→ **Given information**
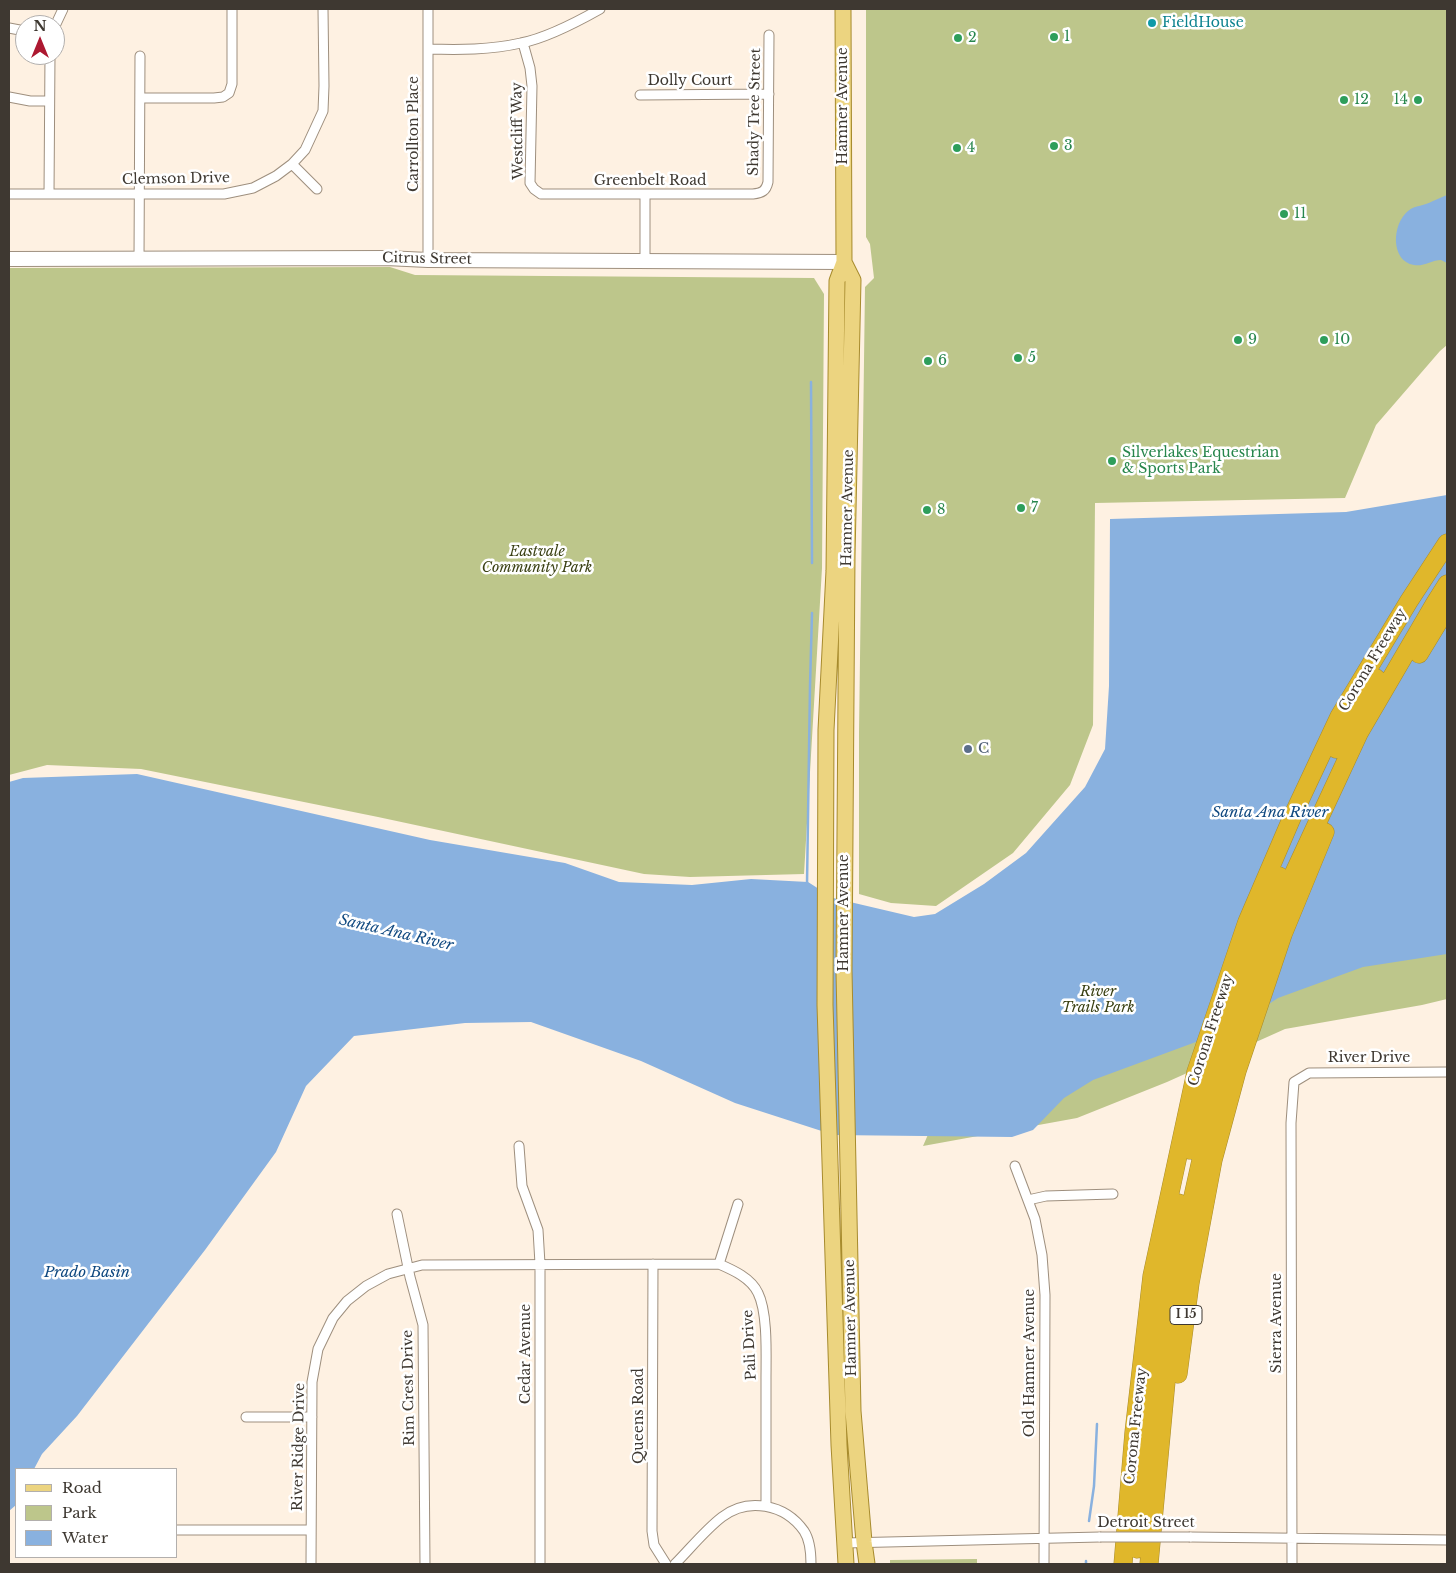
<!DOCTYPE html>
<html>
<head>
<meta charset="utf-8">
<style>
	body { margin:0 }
	#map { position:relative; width:1456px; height:1573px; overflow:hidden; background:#fef1e2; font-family:"Libre Baskerville",serif }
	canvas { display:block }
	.frame { position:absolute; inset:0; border:10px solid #3e3831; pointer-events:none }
	.legend { position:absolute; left:15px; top:1468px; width:162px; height:90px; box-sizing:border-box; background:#fff; border:1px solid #b2afad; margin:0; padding:6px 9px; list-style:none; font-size:15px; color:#3e3831 }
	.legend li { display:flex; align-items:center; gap:10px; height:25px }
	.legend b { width:25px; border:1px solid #b2afad }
	.north { position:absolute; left:15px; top:15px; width:50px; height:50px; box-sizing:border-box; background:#fff; border:1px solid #b2afad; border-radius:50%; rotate:0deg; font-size:14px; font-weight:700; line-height:20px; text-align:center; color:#3e3831 }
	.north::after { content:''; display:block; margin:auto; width:18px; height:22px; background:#ad1831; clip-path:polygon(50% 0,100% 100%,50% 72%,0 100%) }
</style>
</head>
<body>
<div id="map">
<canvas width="1456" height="1573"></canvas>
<div class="frame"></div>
<ul class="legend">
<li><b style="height:6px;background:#ecd480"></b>Road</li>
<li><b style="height:14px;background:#bdc68b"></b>Park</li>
<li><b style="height:14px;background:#89b1df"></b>Water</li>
</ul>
<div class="north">N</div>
</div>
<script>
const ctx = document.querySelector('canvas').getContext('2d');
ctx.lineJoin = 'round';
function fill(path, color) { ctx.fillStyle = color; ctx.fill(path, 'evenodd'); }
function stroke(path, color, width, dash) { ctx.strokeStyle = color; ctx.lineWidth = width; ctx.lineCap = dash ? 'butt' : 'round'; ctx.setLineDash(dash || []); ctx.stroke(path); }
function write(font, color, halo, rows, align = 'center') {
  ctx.font = font + ' "Libre Baskerville",serif'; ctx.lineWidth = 5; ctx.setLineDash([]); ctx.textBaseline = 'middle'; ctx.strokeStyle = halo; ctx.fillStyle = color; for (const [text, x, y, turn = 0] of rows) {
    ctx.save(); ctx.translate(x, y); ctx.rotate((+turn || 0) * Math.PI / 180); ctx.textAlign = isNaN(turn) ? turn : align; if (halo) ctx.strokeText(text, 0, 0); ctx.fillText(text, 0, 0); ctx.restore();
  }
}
const green = new Path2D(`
	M866 9H1447V345L1440 351 1376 425 1345 498 1095 503 1093 725 1070 785 1013 853 936 906 891 903 859 894V732L865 287 874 278 870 244 866 237Z
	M390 267 415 275 814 278 824 294 822 568 804 874 690 877 644 874 378 817 141 769 47 765 9 775V268Z
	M1447 902V999L1422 1005 1285 1029 1167 1082 1077 1118 923 1146 1022 920Z
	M977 1559V1564H890V1560Z`);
const water = new Path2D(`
	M1447 195V263L1441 260C1432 260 1423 267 1414 265 1390 261 1392 224 1408 211 1415 205 1425 206 1433 201 1438 199 1442 197 1447 195Z
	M1447 495V954L1363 967 1278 998 1231 1029 1093 1080 1064 1098 1033 1130 1012 1137 834 1135 735 1103 641 1061 531 1022 465 1023 354 1036 306 1086 276 1152 205 1250 77 1416 42 1454 34 1469H16V1505L9 1511V782L23 778 137 774 430 840 565 863 619 882 692 885 751 879 808 882 833 898 914 917 935 914 984 884 1026 853 1085 787 1105 749 1109 686 1110 519 1346 512Z`);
const stream = new Path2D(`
	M811 382 812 563
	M807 884 810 686 812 613
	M1089 1521 1094 1486 1097 1424
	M1086 1564V1561`);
const street = new Path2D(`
	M55 26 63 9
	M9 28 25 31
	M523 43 530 68 532 86 530 183 534 189 541 194H753C762 193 766 191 768 182L769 35
	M428 49C459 50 490 50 521 43 547 38 577 22 600 9
	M640 95 769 94
	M9 97 30 101H49
	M140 98H214L223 97 229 93 232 84V9
	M292 164 317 189
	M9 194H224L253 188 276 176 292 164 305 150 323 111 324 86 323 9
	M49 194 50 55
	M645 195V260
	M139 259 140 56
	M428 260V9
	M519 1146 522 1186 538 1230 540 1264V1564
	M1015 1166 1035 1219 1042 1255 1045 1295 1044 1564
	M1028 1200 1046 1196 1113 1194
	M397 1214 410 1277 423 1325 425 1564
	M653 1264 652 1531 654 1545 666 1564
	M719 1264 738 1204
	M246 1417H312
	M176 1530H311
	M1190 1537 1447 1540
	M845 1543 1100 1537
	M311 1564 312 1382 318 1349 333 1318 347 1301 366 1286 388 1274 422 1265 719 1264C733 1270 751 1278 758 1293 768 1313 766 1356 766 1379 766 1421 766 1463 766 1505
	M675 1564C690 1549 705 1530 722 1517 748 1497 785 1504 804 1531 810 1540 811 1553 811 1564
	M1292 1564 1291 1123 1294 1082 1309 1073 1447 1072`);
const secondary = new Path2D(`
	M9 259 386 258 428 260 844 262`);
const primary = new Path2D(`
	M843 9 844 262 837 281 834 571 826 730 825 1005 839 1445 846 1564
	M844 262 853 280 847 556 844 971 853 1411 864 1542 867 1564`);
const highway = new Path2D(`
	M1419 654 1447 608
	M1336 749 1376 678
	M1190 1150 1230 1007 1279 876
	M1178 1374 1190 1283 1213 1160 1237 1071 1283 934 1325 832
	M1137 1549 1157 1329 1179 1203
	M1123 1564 1134 1432 1152 1276 1196 1072 1247 922 1293 815 1339 717 1409 601 1447 543
	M1149 1564 1171 1328 1188 1219 1211 1115 1248 995 1293 875 1359 733 1435 603 1447 584`);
const streetBridge = new Path2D(`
	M1100 1537H1190`);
const markers = [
	[1152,23,5,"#0f9aa8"],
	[1054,37,5,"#2e9e5b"],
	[958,38,5,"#2e9e5b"],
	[1344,100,5,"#2e9e5b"],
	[1418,100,5,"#2e9e5b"],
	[1054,146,5,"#2e9e5b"],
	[957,148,5,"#2e9e5b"],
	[1284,214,5,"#2e9e5b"],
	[1238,340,5,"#2e9e5b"],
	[1324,340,5,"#2e9e5b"],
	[1018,358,5,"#2e9e5b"],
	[928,361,5,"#2e9e5b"],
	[1112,461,5,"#2e9e5b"],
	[1021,508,5,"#2e9e5b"],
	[927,510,5,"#2e9e5b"],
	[968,749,5,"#5c6f8a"]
];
const shields = [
	[1186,1315,32]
];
const shieldNames = [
	["I 15",1186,1315]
];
const cultureNames = [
	["FieldHouse",1162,23]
];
const leisureNames = [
	["1",1064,37],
	["2",968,38],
	["12",1354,100],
	["14",1408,100,"right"],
	["3",1064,146],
	["4",967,148],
	["11",1294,214],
	["9",1248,340],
	["10",1334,340],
	["5",1028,358],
	["6",938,361],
	["Silverlakes Equestrian",1122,453],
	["& Sports Park",1122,469],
	["7",1031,508],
	["8",937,510]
];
const streetNames = [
	["Dolly Court",690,81],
	["Hamner Avenue",843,106,-90],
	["Shady Tree Street",755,112,-89],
	["Westcliff Way",518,131,-91],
	["Carrollton Place",414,134,-90],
	["Clemson Drive",176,179,-1],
	["Greenbelt Road",650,181],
	["Citrus Street",427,259,1],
	["Hamner Avenue",848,508,-89],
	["Corona Freeway",1373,660,-59],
	["Hamner Avenue",844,913,-90],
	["Corona Freeway",1211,1030,-72],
	["River Drive",1369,1058],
	["Hamner Avenue",851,1318,-91],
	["Sierra Avenue",1277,1323,-90],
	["Pali Drive",750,1345,-93],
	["Cedar Avenue",526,1354,-90],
	["Old Hamner Avenue",1030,1363,-90],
	["Rim Crest Drive",409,1388,-91],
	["Queens Road",639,1416,-90],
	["Corona Freeway",1136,1426,-84],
	["River Ridge Drive",299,1447,-89],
	["Detroit Street",1146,1523]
];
const parkNames = [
	["Eastvale",537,552],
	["Community Park",537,568],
	["River",1098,992],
	["Trails Park",1098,1008]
];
const serviceNames = [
	["C",978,749]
];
const waterNames = [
	["Santa Ana River",1270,813],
	["Santa Ana River",396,933,13],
	["Prado Basin",87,1273]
];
fill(green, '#bdc68b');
fill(water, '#89b1df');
stroke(stream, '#89b1df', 2.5);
stroke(street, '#9e8f7e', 11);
stroke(secondary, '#9e8f7e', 16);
stroke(primary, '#a78b2d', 17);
stroke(highway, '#a78b2d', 19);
stroke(street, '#fff', 9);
stroke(secondary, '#fff', 14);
stroke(primary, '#ecd480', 15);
stroke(highway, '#e0b72b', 18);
stroke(streetBridge, '#9e8f7e', 11, []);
stroke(streetBridge, '#fff', 9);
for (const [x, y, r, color] of markers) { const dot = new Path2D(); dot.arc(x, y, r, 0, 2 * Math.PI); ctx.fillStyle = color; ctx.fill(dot); stroke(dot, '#fff', 2); }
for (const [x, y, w] of shields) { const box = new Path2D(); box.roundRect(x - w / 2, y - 9.5, w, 19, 4); ctx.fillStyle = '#fff'; ctx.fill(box); stroke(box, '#3e3831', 1); }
write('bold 12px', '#3e3831', null, shieldNames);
write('14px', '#0d838f', '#fff', cultureNames, 'left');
write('14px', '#27864d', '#fff', leisureNames, 'left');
write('14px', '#3e3831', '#fff', streetNames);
write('italic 14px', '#3a4013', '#fff', parkNames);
write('14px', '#4e5e75', '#fff', serviceNames, 'left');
write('italic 15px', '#104980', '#fff', waterNames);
</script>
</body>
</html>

→ **Your task**
From the entries, copy every line in which the string "canvas" can be found.

→ **Answer for the task**
	canvas { display:block }
<canvas width="1456" height="1573"></canvas>
const ctx = document.querySelector('canvas').getContext('2d');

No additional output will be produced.